Obiettivo principale della riforma è fare in modo che l’insolvenza non venga affrontata soltanto a posteriori (ossia quando l’impresa è ormai in default conclamato), ma che vi siano strumenti per individuare tempestivamente le difficoltà e intervenire prima che la situazione degeneri. In altri termini, prevenire è meglio che curare: si vuole favorire l’emersione precoce dei segnali di crisi e, ove possibile, il risanamento dell’azienda invece della liquidazione. Ciò è in linea con i principi europei e mira a salvaguardare la continuità aziendale come valore, proteggendo posti di lavoro e tessuto economico. Il legislatore italiano ha dunque predisposto una serie di strumenti “a pettine”, che vanno dagli alert precoci interni ed esterni, passando per procedure negoziali e stragiudiziali (accordi di ristrutturazione, piani attestati) fino ad arrivare, solo in caso estremo, alle procedure concorsuali giudiziali (concordato preventivo, liquidazione giudiziale).

Dal punto di vista del debitore, queste novità comportano sia opportunità che responsabilità. Da un lato, l’imprenditore ha oggi a disposizione un ventaglio di soluzioni per affrontare le difficoltà finanziarie, evitando se possibile il fallimento e mantenendo il controllo della propria azienda durante il risanamento. Dall’altro lato, la legge impone precisi doveri di vigilanza e reazione: ignorare i segnali di crisi o tardare ad affrontarli può esporre gli amministratori a gravi conseguenze, tra cui responsabilità patrimoniali personali verso i creditori e sanzioni penali in caso di dissesto aggravato. Questa guida – in un linguaggio tecnico-giuridico ma accessibile – offre una panoramica avanzata degli strumenti di prevenzione e composizione della crisi previsti dall’ordinamento italiano (aggiornati a giugno 2025), rivolta sia a professionisti del settore (avvocati, commercialisti) sia a imprenditori e privati che vogliano comprendere come tutelare la propria attività. Saranno illustrati i principi normativi di riferimento, le procedure attivabili, le ultime novità legislative e le più recenti pronunce giurisprudenziali, con tabelle riepilogative, casi pratici e una sezione di domande e risposte. L’obiettivo è fornire, dal punto di vista del debitore, una guida operativa su come prevenire la crisi d’impresa, dal monitoraggio dei primi segnali alla scelta dello strumento più idoneo per il risanamento.

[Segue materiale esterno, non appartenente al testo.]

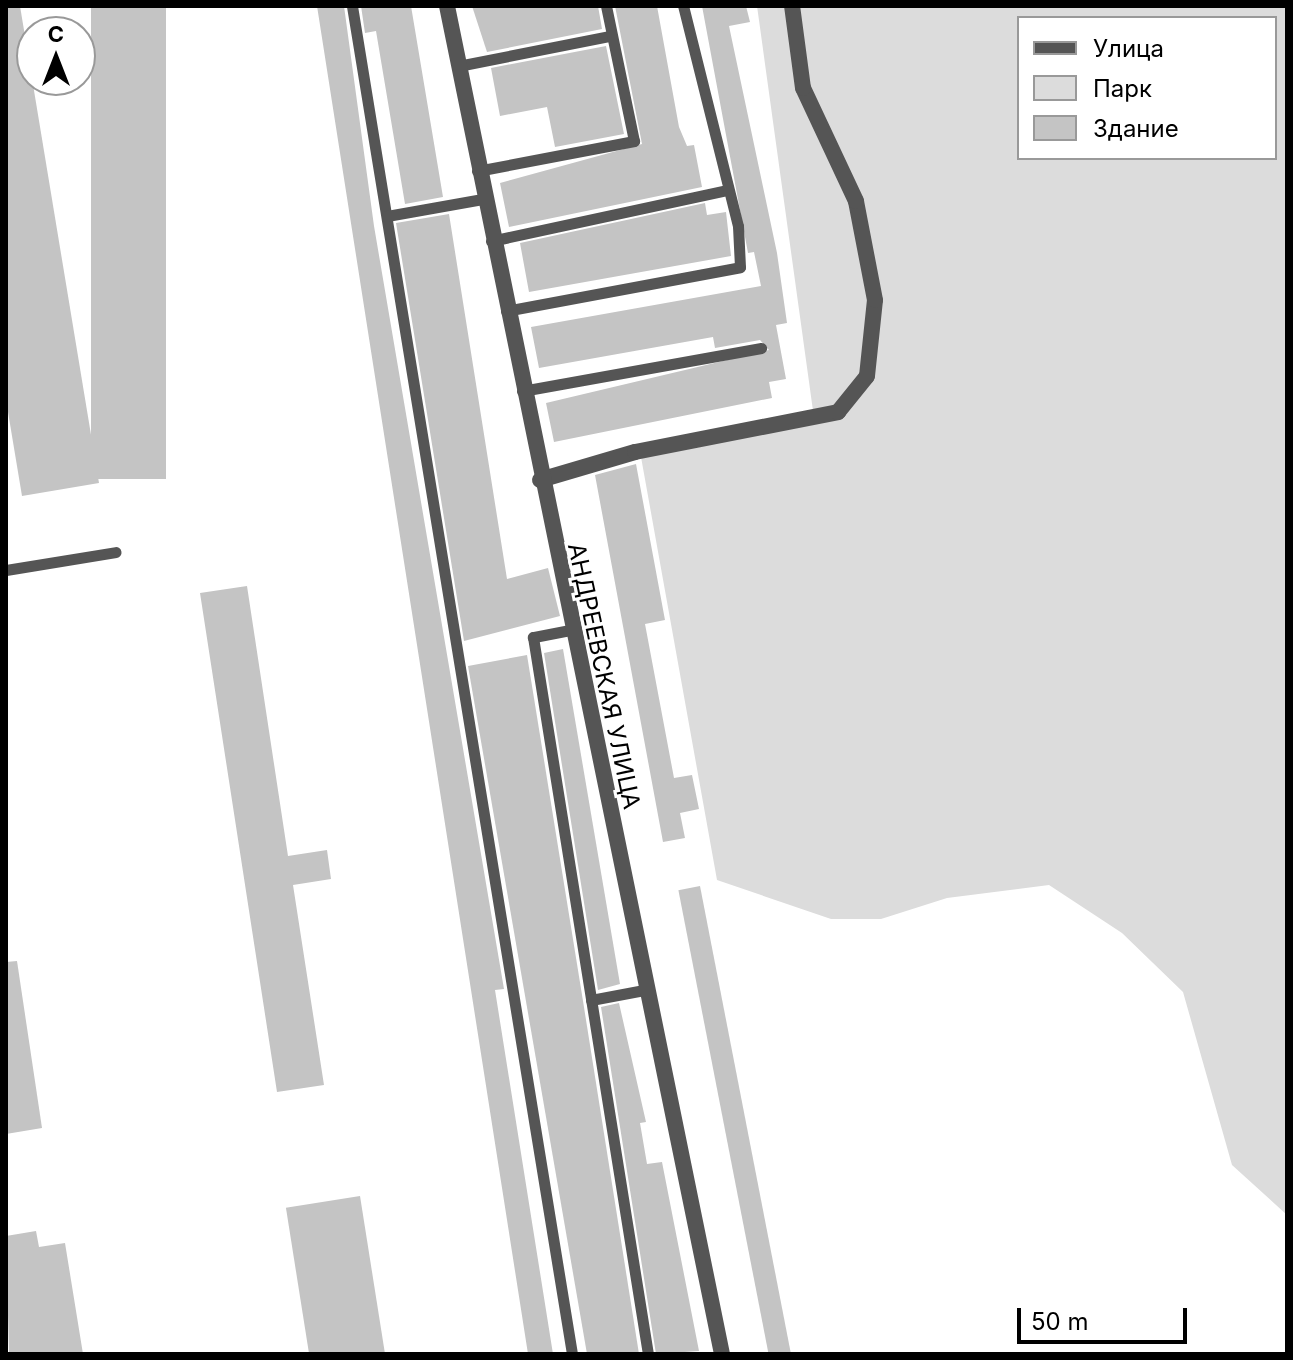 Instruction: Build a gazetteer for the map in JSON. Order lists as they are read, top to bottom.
{
  "streets": {
    "street": ["АНДРЕЕВСКАЯ УЛИЦА"]
  },
  "legend": ["Улица", "Парк", "Здание"],
  "scale_bar": "50 m",
  "north": "top"
} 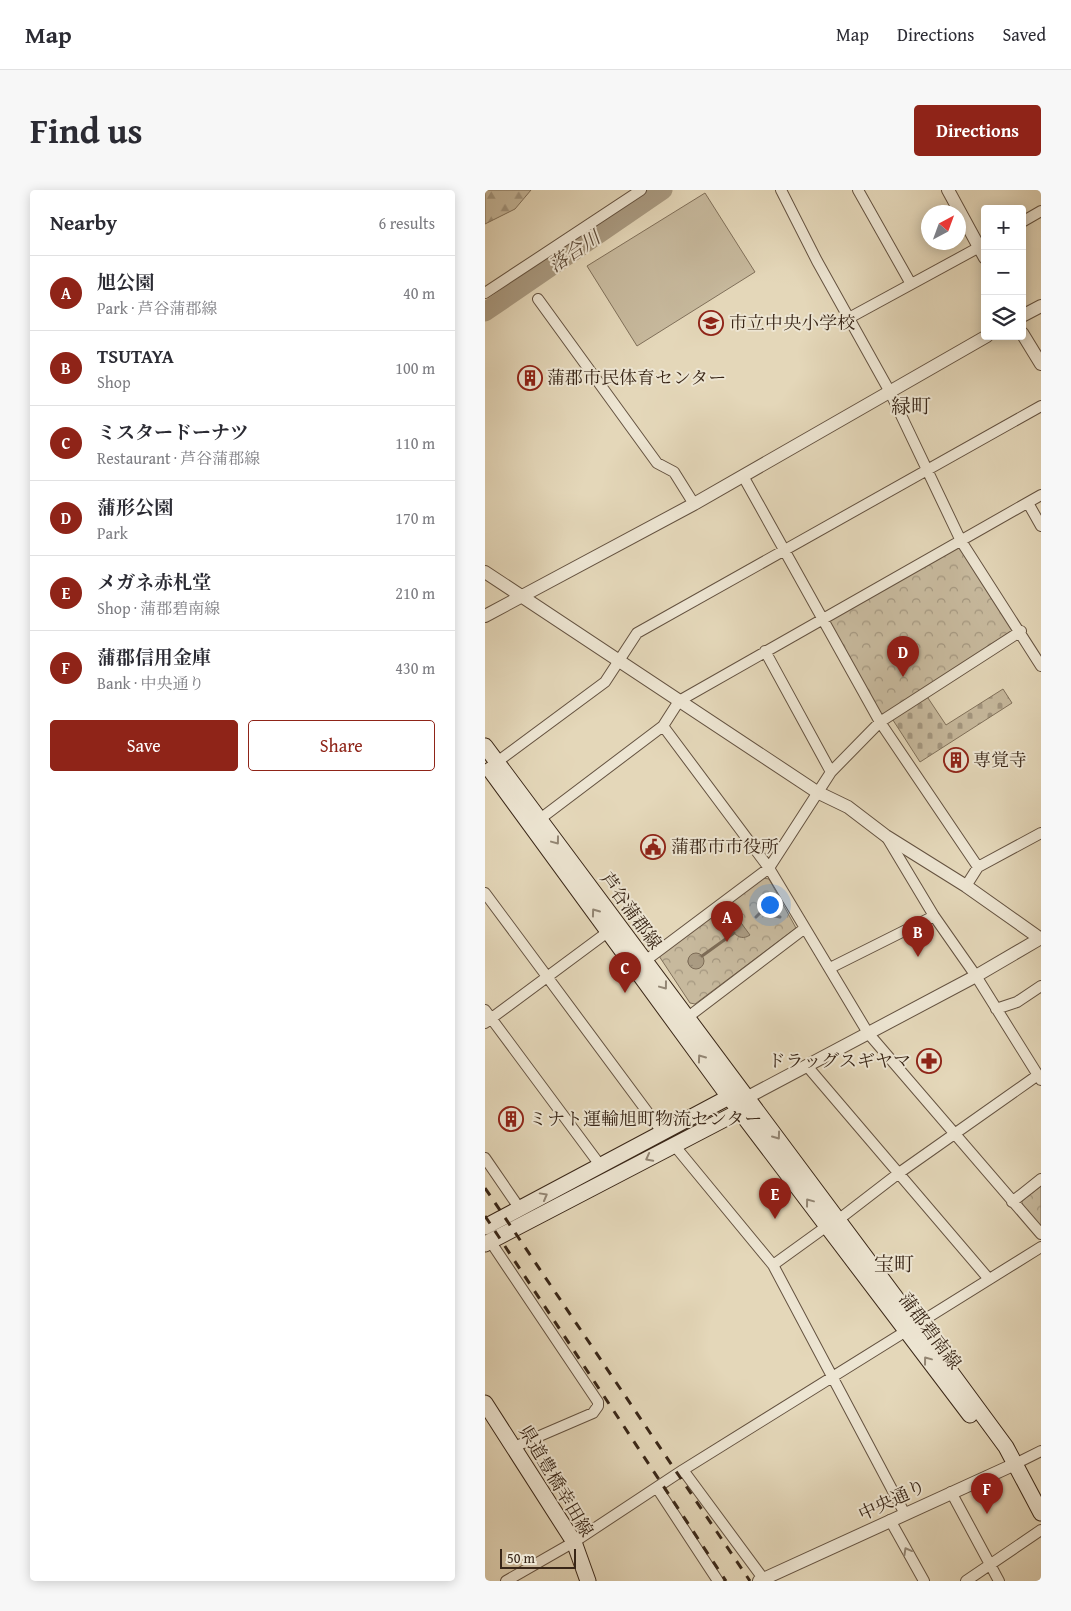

Principi generali e definizioni chiave

Crisi vs insolvenza: Il CCII distingue chiaramente tra stato di crisi e stato di insolvenza. Per crisi si intende una fase di difficoltà economico-finanziaria reversibile, in cui l’impresa presenta degli squilibri patrimoniali o di liquidità tali da rendere probabile un’insolvenza futura se non si interviene per tempo. In altre parole, la crisi è un campanello d’allarme: l’azienda magari sta ancora onorando regolarmente le obbligazioni, ma registra segnali di sofferenza (perdite di esercizio significative, flussi di cassa negativi, erosione del patrimonio netto, aumento dei debiti scaduti, ecc.) che, se ignorati, potrebbero evolvere nell’incapacità di pagare i debiti alle scadenze pattuite. L’insolvenza, invece, è la fase più grave e conclamata, in cui l’imprenditore non è più in grado di soddisfare regolarmente le proprie obbligazioni con i mezzi ordinari, manifestandosi con inadempimenti generalizzati, ritardi nei pagamenti, protesti, pignoramenti subiti e così via. Mentre dunque la crisi guarda al futuro prossimo (insolvibilità probabile se nulla cambia), l’insolvenza è un fatto attuale di incapacità ad adempiere. Questa distinzione è cruciale, perché la maggior parte degli strumenti introdotti dal nuovo sistema – in particolare gli strumenti di allerta precoce e la composizione negoziata – sono orientati a gestire lo stato di crisi prima che degeneri in insolvenza. Solo in caso di insolvenza conclamata (o quando la crisi non sia risolvibile altrimenti) si ricorre alle procedure liquidatorie come la liquidazione giudiziale (il “nuovo fallimento”).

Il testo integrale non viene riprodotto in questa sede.